What you will do
Your job is to copy every line in the material containing the word "keys".

Input records
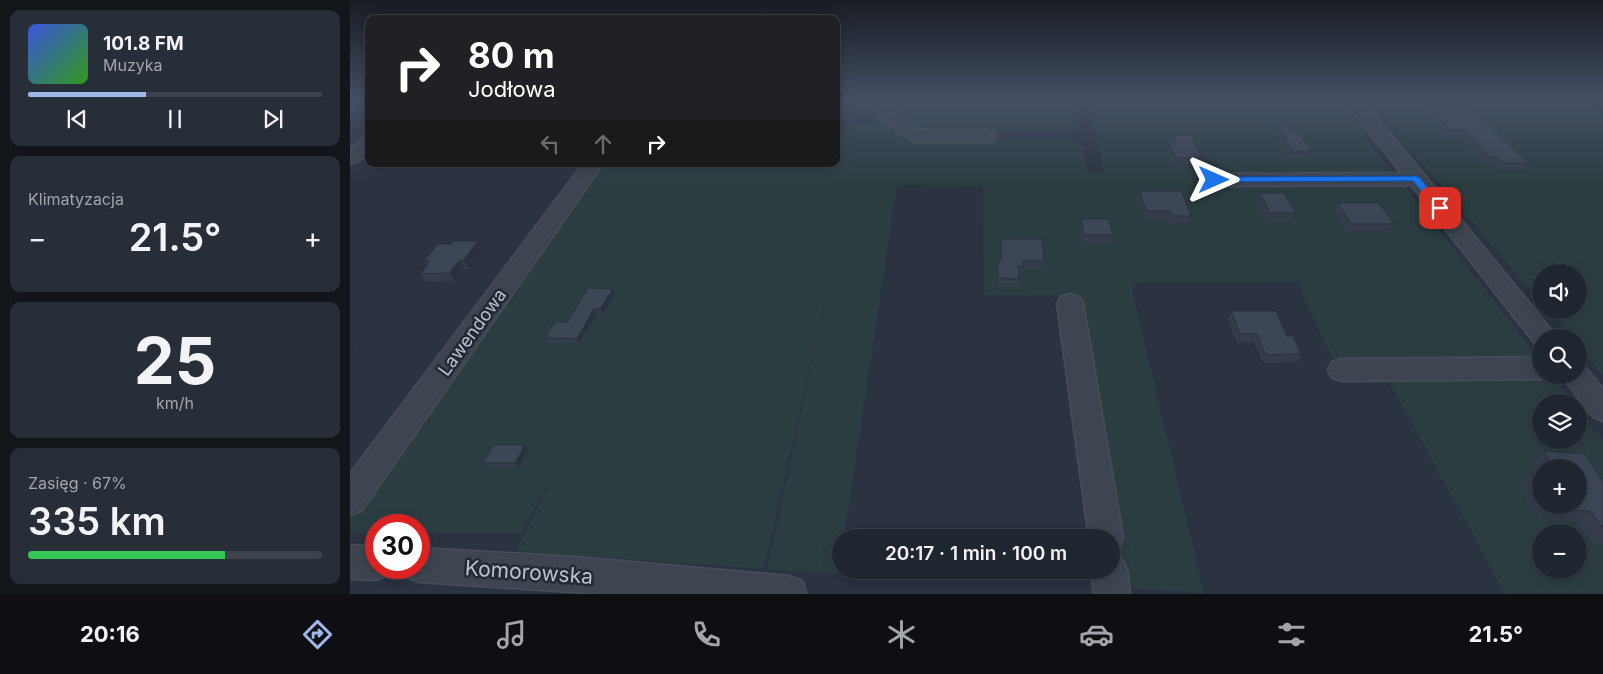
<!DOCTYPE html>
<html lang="pl">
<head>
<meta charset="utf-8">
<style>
  :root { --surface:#202630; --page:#282e38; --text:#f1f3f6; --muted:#a2a5ab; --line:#3d434c; --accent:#9fb8ec }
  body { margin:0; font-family:Inter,sans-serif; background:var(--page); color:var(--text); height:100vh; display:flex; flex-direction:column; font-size:19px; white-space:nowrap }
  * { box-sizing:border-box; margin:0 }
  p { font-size:16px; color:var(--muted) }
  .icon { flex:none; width:28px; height:28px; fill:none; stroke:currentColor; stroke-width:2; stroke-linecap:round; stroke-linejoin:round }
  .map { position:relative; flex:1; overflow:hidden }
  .side { display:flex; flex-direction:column; gap:10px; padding:10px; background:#12151a; width:350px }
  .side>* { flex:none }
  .guide { position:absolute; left:15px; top:15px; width:475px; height:152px; border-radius:10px; box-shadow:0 2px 12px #0003,0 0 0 1px var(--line); background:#202124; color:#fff; overflow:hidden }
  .fabs { position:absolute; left:1182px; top:264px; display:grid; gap:10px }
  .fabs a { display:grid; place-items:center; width:55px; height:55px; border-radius:50%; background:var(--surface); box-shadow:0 2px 12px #0003,0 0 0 1px var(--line); font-size:25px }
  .speed { position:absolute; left:15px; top:514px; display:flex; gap:10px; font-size:25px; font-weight:700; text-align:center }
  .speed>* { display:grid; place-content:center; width:65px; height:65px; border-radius:50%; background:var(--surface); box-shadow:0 2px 12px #0003,0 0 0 1px var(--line); line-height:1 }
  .speed .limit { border:8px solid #d22; background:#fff; color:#111 }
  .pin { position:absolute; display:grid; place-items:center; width:42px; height:42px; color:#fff; margin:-21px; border-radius:10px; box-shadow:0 2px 8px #0006 }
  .me { position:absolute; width:55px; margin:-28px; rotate:90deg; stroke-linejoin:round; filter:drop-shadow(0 0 4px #0008) }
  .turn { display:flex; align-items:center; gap:18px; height:105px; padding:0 20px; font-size:22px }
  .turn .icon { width:65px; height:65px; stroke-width:2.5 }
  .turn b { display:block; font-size:35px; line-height:42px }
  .lanes { display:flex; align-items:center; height:48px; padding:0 20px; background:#0003; justify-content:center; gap:25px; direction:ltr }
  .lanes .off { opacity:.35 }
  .big { font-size:38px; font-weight:600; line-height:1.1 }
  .side .card { flex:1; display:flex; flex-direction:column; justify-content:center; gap:8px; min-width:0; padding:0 18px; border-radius:10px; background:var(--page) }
  .side .dial { align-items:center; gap:0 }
  .dial b { font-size:65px; line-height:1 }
  .song { display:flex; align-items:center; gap:15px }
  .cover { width:60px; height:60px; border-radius:8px; background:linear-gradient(135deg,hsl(230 70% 55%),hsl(110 70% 35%)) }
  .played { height:5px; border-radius:2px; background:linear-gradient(90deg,var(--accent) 40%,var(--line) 40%) }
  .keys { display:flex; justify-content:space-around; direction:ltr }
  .heat { display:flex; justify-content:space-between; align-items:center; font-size:28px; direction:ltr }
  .charge { height:8px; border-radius:4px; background:linear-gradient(90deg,#34c759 67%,var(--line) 0) }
  .trip { position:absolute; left:482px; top:529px; width:288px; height:50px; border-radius:25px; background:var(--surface); box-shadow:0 2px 12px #0003,0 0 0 1px var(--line); font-weight:600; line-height:50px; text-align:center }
  .tab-bar { display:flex; height:80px; justify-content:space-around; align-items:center; background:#0d0f13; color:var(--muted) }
  .tab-bar .icon { width:35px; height:35px }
  .tab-bar .current { color:var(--accent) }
  .tab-bar b { font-size:22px; color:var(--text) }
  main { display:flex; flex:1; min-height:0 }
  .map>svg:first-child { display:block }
  .green { fill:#2c3d41; fill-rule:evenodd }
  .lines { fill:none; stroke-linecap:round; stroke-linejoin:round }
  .minor-casing { stroke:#484e59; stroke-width:3 }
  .minor { fill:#3e4550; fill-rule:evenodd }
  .wall { fill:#343c49; fill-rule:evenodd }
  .shaded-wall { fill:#2b313c }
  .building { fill:#3d4655; stroke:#2b313c }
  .route { fill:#1a73e8; stroke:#114b97 }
  .labels { text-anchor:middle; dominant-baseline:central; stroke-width:5; stroke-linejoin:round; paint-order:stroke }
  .street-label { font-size:18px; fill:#bbc0ca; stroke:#232a35 }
  .near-street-label { font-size:21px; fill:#bbc0ca; stroke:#232a35 }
</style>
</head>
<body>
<main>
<section class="side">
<div class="card">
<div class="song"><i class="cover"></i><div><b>101.8 FM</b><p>Muzyka</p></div></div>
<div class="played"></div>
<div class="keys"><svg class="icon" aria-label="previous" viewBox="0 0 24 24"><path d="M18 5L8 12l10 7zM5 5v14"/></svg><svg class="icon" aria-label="pause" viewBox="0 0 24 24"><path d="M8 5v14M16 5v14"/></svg><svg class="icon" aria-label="next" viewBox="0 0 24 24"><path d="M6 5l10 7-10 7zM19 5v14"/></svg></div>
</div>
<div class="card"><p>Klimatyzacja</p>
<div class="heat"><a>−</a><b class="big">21.5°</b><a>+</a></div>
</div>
<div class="card dial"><b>25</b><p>km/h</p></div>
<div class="card"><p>Zasięg · 67%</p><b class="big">335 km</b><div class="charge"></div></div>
</section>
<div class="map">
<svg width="1253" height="594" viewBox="0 0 1253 594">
  <rect width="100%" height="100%" fill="#2b3240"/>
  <g class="green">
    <path d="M486,100H528L527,104H534L532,112L499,120H486Z"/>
    <path d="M555,100H722L728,126L717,132L582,133L564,129L552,120Z"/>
    <path d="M737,100H989L1015,131L1017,140L1043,173H854L858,186L1054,185L1182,350L1176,361L984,362L947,282L783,283V294L854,593L776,588L729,296L634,295L633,186L547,185L494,537L491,538L489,574L417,569L480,280L414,569L166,551L209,464L171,533H69V525H26V533H0V515L249,164H486V127H500L531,120L561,140L718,139L733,146L738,172L754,173Z"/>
    <path d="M1018,100H1233L1253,115V375L1229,347V338L1221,337L1197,310H1229V272H1191V303Z"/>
    <path d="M1186,375L1211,387L1223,402H1191V440H1229V410L1253,441V594H1155L1036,376ZM1191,468H1229V505H1191ZM1191,532H1229V570H1191Z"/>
  </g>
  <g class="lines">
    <defs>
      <g id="minor">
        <path d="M531,100H549L546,113L571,130H637L644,132L646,136L644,140L637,142H567L560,140L531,119L528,115Z"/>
        <path d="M994,100H1013L1208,338H1191V347L1186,345L1061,185L864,186L857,184L854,180L857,176L864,174L1051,173Z"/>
        <path d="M19,137V153L7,162L0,164V148L12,139Z"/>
        <path d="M233,164H253L12,510L0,515V474Z"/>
        <path d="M720,294L729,297L733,303L773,538L768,549L761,552V538H739L707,303L711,297Z"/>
        <path d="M1191,357V375H1201L1191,379L992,381L982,378L978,370L982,362L992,359Z"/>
        <path d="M1229,365L1235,367L1253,389V421L1243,417L1211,375H1229Z"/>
        <path d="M0,545L26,546V568H42L38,575L26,580L0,579Z"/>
        <path d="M69,548L226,557L439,576L452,581L457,594H252L69,582L57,577L53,568H69Z"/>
        <path d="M761,554L771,558L777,570L780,594H744L741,570H761Z"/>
      </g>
    </defs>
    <use href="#minor" class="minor-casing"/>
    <use href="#minor" class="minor"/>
  </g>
  <g class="wall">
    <path d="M3,100H19V104H5Z"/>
    <path d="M1036,100H1111L1179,163L1174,170H1148L1143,165H1137L1111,137H1096L1072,113H1048Z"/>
    <path d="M1242,100H1253V109Z"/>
    <path d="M927,122L962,151L959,159L938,158L924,130Z"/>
    <path d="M823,135L851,158L849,166H823L817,149L819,142H822Z"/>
    <path d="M790,191L841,216L838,224H820L818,219H795L789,199Z"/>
    <path d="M910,193L946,213L942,222H917L907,201Z"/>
    <path d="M988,203L1044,224L1040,232H997L984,211Z"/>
    <path d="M731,219L763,235L761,243H733L730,227Z"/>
    <path d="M651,239L694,261L693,269H673L672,274H669V287H648V260H651Z"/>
    <path d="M128,241L133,249L119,269H115L105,281L77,282L70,274L77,265L74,261L101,244Z"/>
    <path d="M265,293L253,313H247L229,343H198L195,338L217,322Z"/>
    <path d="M881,311L937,336L951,354L947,362L913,363L904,342H886L878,319Z"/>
    <path d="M175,445L178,449L169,467H137L133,463Z"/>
    <path d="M1194,451L1234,454L1253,481V544H1243L1227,522L1190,520L1169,485L1181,474H1189L1182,462ZM1191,468H1229V505H1191Z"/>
  </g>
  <g class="shaded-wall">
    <path d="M0,213L6,220L0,226Z"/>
    <path d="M128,241L133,249L119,269L113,261Z"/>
    <path d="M109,261L115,269L105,281L99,273Z"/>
    <path d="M263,289L265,293L253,313L250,309Z"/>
    <path d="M244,309L247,313L229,343L227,339Z"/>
    <path d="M0,341L6,347L0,354Z"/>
    <path d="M175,445L178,449L169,467L165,463Z"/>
  </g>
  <g class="building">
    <path d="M1046,100H1111L1179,163H1153L1147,158L1141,157L1115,130H1100L1076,106H1051Z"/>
    <path d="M927,122L950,135L962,151H941Z"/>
    <path d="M823,135H842L851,158H825L819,142H826Z"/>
    <path d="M790,191H832L841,216H822L820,211H796Z"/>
    <path d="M910,193H934L946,213H920Z"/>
    <path d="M988,203H1029L1044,224H1001Z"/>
    <path d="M731,219H759L763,235H734Z"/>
    <path d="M651,239H692L694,261H673V266H668L669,279L648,278V260H651Z"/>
    <path d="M103,241H128L113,261H109L99,273L70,274L80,261H74L88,244H101Z"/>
    <path d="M238,288L263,289L250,309H244L227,339L195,338L205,322H217Z"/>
    <path d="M881,311H926L937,336H943L951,354L916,355L907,334H890Z"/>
    <path d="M144,445H175L165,463H133Z"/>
    <path d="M1194,451L1234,454L1253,481V528L1240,511L1202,509L1200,505H1229V468H1204Z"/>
    <path d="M1181,474H1191V491Z"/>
  </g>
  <linearGradient id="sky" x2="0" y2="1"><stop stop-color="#181c23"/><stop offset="0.54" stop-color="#444f64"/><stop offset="1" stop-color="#444f64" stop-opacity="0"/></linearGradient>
  <rect width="1253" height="184" fill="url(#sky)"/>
  <path class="route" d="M1066,176L1069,177L1093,205V210H1086L1063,181L864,182L860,180L864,177Z"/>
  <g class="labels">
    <g class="street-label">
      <text transform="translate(122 332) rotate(-54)">Lawendowa</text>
    </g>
    <g class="near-street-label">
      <text transform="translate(179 572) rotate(4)">Komorowska</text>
    </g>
  </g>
</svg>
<div class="fabs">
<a><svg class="icon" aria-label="sound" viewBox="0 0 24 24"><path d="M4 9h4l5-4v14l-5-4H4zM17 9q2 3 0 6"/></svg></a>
<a><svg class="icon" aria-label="search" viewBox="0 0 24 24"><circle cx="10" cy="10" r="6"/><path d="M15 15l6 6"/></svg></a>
<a><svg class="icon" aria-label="layers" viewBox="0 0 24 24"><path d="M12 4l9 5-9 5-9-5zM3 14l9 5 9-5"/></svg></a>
<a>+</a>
<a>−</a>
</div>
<div class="speed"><div class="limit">30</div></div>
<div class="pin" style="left:1090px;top:208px;background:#d93025"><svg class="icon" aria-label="arrive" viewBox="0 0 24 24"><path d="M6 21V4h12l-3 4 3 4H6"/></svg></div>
<svg class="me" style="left:864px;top:180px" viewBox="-20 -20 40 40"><path d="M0-17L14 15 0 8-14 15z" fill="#1a73e8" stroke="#fff" stroke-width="4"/></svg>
<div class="trip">20:17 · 1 min · 100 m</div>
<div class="guide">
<div class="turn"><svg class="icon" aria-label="right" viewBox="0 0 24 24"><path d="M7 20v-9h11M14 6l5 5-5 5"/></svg><div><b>80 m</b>Jodłowa</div></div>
<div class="lanes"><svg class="icon off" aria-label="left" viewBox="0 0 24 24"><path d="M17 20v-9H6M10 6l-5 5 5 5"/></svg><svg class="icon off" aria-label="ahead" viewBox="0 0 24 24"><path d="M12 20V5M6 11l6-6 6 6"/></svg><svg class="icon" aria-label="right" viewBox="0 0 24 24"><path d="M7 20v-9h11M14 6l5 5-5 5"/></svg></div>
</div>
</div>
</main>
<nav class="tab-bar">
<b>20:16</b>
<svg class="icon current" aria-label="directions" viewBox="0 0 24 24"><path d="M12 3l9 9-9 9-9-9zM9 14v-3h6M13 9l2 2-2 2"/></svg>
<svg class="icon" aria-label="music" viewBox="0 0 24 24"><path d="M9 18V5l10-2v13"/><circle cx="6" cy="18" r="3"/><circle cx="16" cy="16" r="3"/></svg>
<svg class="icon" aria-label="phone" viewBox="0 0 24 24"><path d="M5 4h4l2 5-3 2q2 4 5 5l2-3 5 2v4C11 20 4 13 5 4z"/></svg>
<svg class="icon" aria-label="climate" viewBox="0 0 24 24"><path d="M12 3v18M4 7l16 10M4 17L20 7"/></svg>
<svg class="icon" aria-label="car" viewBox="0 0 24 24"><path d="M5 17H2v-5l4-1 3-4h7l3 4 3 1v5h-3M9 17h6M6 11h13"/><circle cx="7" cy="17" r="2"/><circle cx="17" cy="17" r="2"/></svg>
<svg class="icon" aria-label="filters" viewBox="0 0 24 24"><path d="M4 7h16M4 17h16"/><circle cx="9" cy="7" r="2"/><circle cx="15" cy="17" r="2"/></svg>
<b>21.5°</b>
</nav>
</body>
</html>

Response to this task
  .keys { display:flex; justify-content:space-around; direction:ltr }
<div class="keys"><svg class="icon" aria-label="previous" viewBox="0 0 24 24"><path d="M18 5L8 12l10 7zM5 5v14"/></svg><svg class="icon" aria-label="pause" viewBox="0 0 24 24"><path d="M8 5v14M16 5v14"/></svg><svg class="icon" aria-label="next" viewBox="0 0 24 24"><path d="M6 5l10 7-10 7zM19 5v14"/></svg></div>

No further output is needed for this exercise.